Да. Очень важная. Тогда лицо в голубом капоре было для неё самым прекрасным в мире. Все другие — прыщеватые, угреватые, с ямками ветрянки и следами золотухи, крапленые неизвестно ещё какой хворью, но все, как один, прямоспинные, сопливожелтые, не согбенные — прямые как палки — были, на её взгляд, не просто некрасивы, они все были уроды. А Луиза-горбунья была куколка. Жаль, что никто так не считал, только мама, но она готова была разделить любые её мысли и ощущения. Она говорила, что господь Бог милостив ко всем. Красивое лицо он дал поносить горбунье для уравнивания горя горба, чтоб бедняжке было легче жить, чтоб не пугала людей. «Попробуй пожить с такой бедой».
Вот она и села в валом валящий снег, чтобы вырастить на спине горб и пройтись рядом с Луизой. Конечно, какое там сравнение. Но горкой снега на спине ей хотелось приблизиться к непонятности чужой жизни; как она узнала много позже, это называлось «побыть в чужой шкуре».
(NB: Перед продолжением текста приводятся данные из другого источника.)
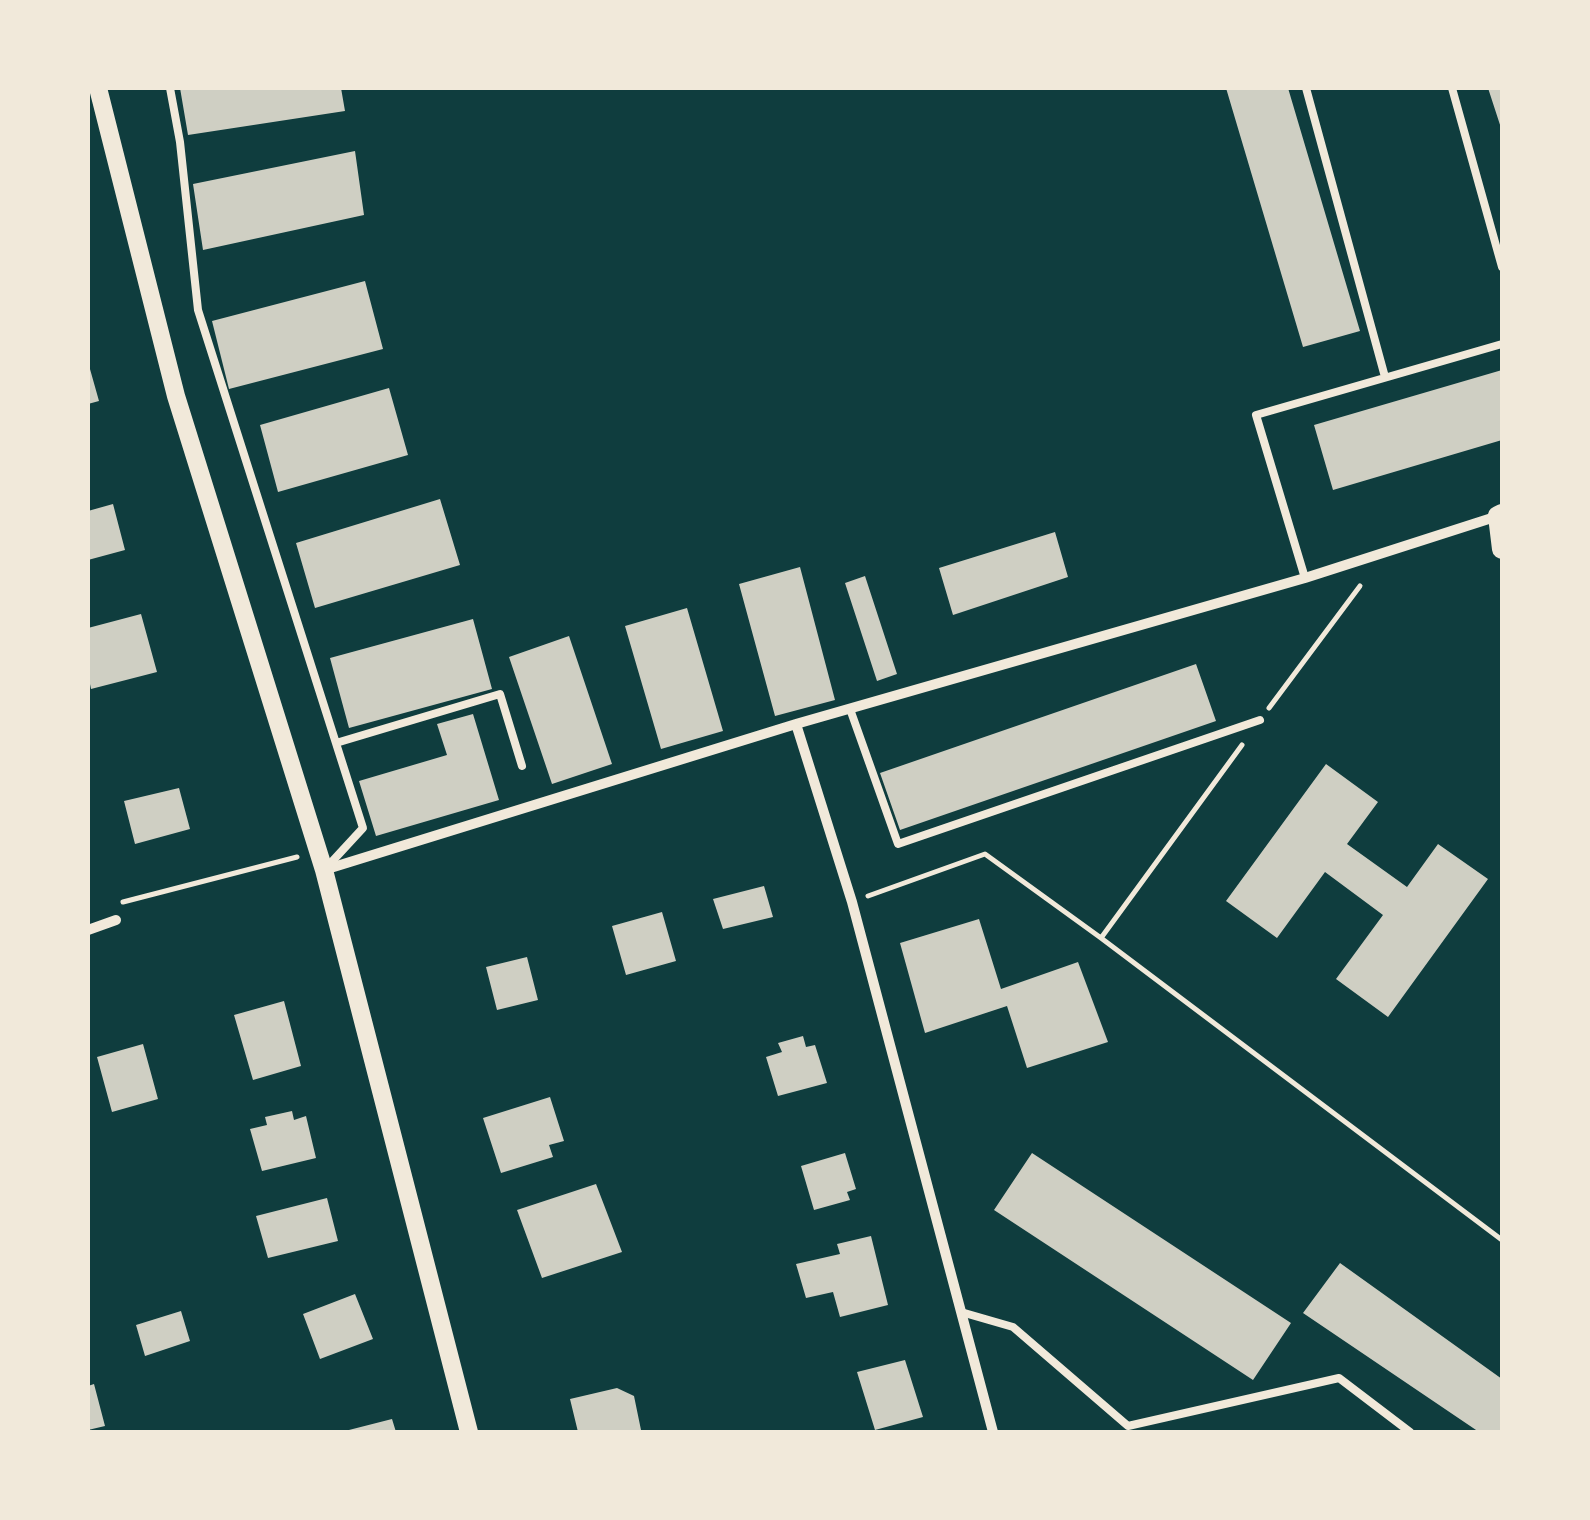 <!DOCTYPE html>
<style>
body{margin:0}
#map{position:relative;width:1590px;height:1520px;overflow:hidden;background:#0f3d3e;font-family:"Crimson Pro",serif}
canvas{display:block}
.frame{position:absolute;inset:0;border:90px solid #f1e9da;pointer-events:none}
</style>
<div id="map">
<canvas width="1590" height="1520"></canvas>
<div class="frame"></div>
</div>
<script>
const ctx = document.querySelector('canvas').getContext('2d');
ctx.lineJoin = 'round';
function paint(path, color) {
  ctx.fillStyle = color;
  ctx.fill(path, 'evenodd');
}
function strokePath(path, color, width, dash) {
  ctx.strokeStyle = color;
  ctx.lineWidth = width;
  ctx.lineCap = dash ? 'butt' : 'round';
  ctx.setLineDash(dash || []);
  ctx.stroke(path);
}
const building = new Path2D(`
 M180,88H341L345,111L188,135Z
 M1226,88H1288L1360,331L1303,347Z
 M1488,88H1502V131Z
 M355,151L364,215L203,250L193,184Z
 M365,281L383,349L229,389L212,321Z
 M88,362L99,401L88,404Z
 M1502,370V440L1333,490L1314,425Z
 M389,388L408,455L278,492L260,425Z
 M440,499L460,565L315,608L296,543Z
 M113,504L125,550L88,560V511Z
 M1055,532L1068,577L953,615L939,568Z
 M800,567L835,700L775,716L739,584Z
 M865,576L897,674L877,681L845,583Z
 M687,608L723,731L661,749L625,626Z
 M141,614L157,672L91,689L88,674V628Z
 M473,619L492,689L349,728L330,658Z
 M569,636L612,764L552,784L509,657Z
 M1196,664L1216,721L900,830L880,773Z
 M473,714L499,800L376,836L359,781L447,755L437,724Z
 M1326,764L1378,802L1347,844L1407,887L1438,844L1488,879L1388,1017L1336,979L1383,915L1325,872L1277,938L1226,901Z
 M179,788L190,829L135,844L124,801Z
 M764,886L773,917L723,929L713,899Z
 M662,912L676,961L626,975L612,926Z
 M979,919L1001,989L1078,962L1108,1042L1027,1068L1007,1006L925,1033L900,943Z
 M527,957L538,1000L497,1010L486,967Z
 M284,1001L301,1066L253,1080L234,1015Z
 M803,1036L806,1047L815,1045L827,1083L778,1096L766,1057L782,1052L778,1043Z
 M143,1044L158,1099L112,1112L97,1057Z
 M550,1097L564,1141L549,1145L553,1157L501,1173L483,1118Z
 M292,1111L294,1120L306,1116L316,1158L262,1171L250,1129L267,1125L265,1117Z
 M845,1153L856,1189L847,1192L850,1200L814,1210L801,1166Z
 M1032,1153L1291,1323L1253,1380L994,1210Z
 M596,1184L622,1252L542,1278L517,1210Z
 M327,1198L338,1241L268,1258L256,1216Z
 M871,1236L888,1305L840,1317L833,1292L806,1298L796,1264L840,1254L837,1244Z
 M1340,1263L1502,1379V1432H1479L1303,1313Z
 M355,1294L373,1339L320,1359L303,1314Z
 M181,1311L190,1341L145,1356L136,1325Z
 M905,1360L923,1417L875,1430L857,1372Z
 M94,1384L105,1426L88,1430V1386Z
 M617,1388L634,1396L641,1430L631,1432H578L570,1399Z
 M392,1419L396,1432H346L345,1431Z`);
const path = new Path2D(`
 M1269,708L1360,586
 M1242,745L1101,938L1502,1240
 M868,896L985,854L1101,938
 M123,902L297,857`);
const service = new Path2D(`
 M170,88L180,142L198,310L363,828L327,867
 M1306,88L1385,377
 M1452,88L1502,267
 M1305,578L1256,415L1502,344
 M850,709L898,844L1260,720
 M336,743L500,694L522,766
 M961,1312L1013,1327L1128,1426L1339,1378L1410,1432`);
const minor = new Path2D(`
 M796,724L852,902L993,1432
 M324,870L796,724L1305,578L1498,516
 M88,930L116,920`);
const tertiary = new Path2D(`
 M98,88L176,396L324,870L469,1432`);
const secondary = new Path2D(`
 M1502,514L1498,516L1502,549`);
paint(building, '#cfcfc3');
strokePath(path, '#f1e9da', 5);
strokePath(service, '#f1e9da', 8);
strokePath(minor, '#f1e9da', 10);
strokePath(tertiary, '#f1e9da', 18);
strokePath(secondary, '#f1e9da', 20);
</script>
Она сидела с Луизой за одной партой, она подвигала к ней невыливайку, а однажды пришла раньше всех в школу и переставила все парты, чтобы Луизе досталась та, где спинка отстояла дальше от крышки. За этой партой сидел в самом углу злобный мальчишка, и он, придя, стал тащить свою парту назад, но она села, упершись ногами в пол, а в лицо мальчишке бросила ту самую невыливайку, которая попала ему прямо в глаз.
…Мысль была очень тяжела, неподъемна. И они покинули друг друга. Мысль исчезла, как исчезает след капли на стекле, как звук в тишине, и сама исчезла так же… Была — не стало.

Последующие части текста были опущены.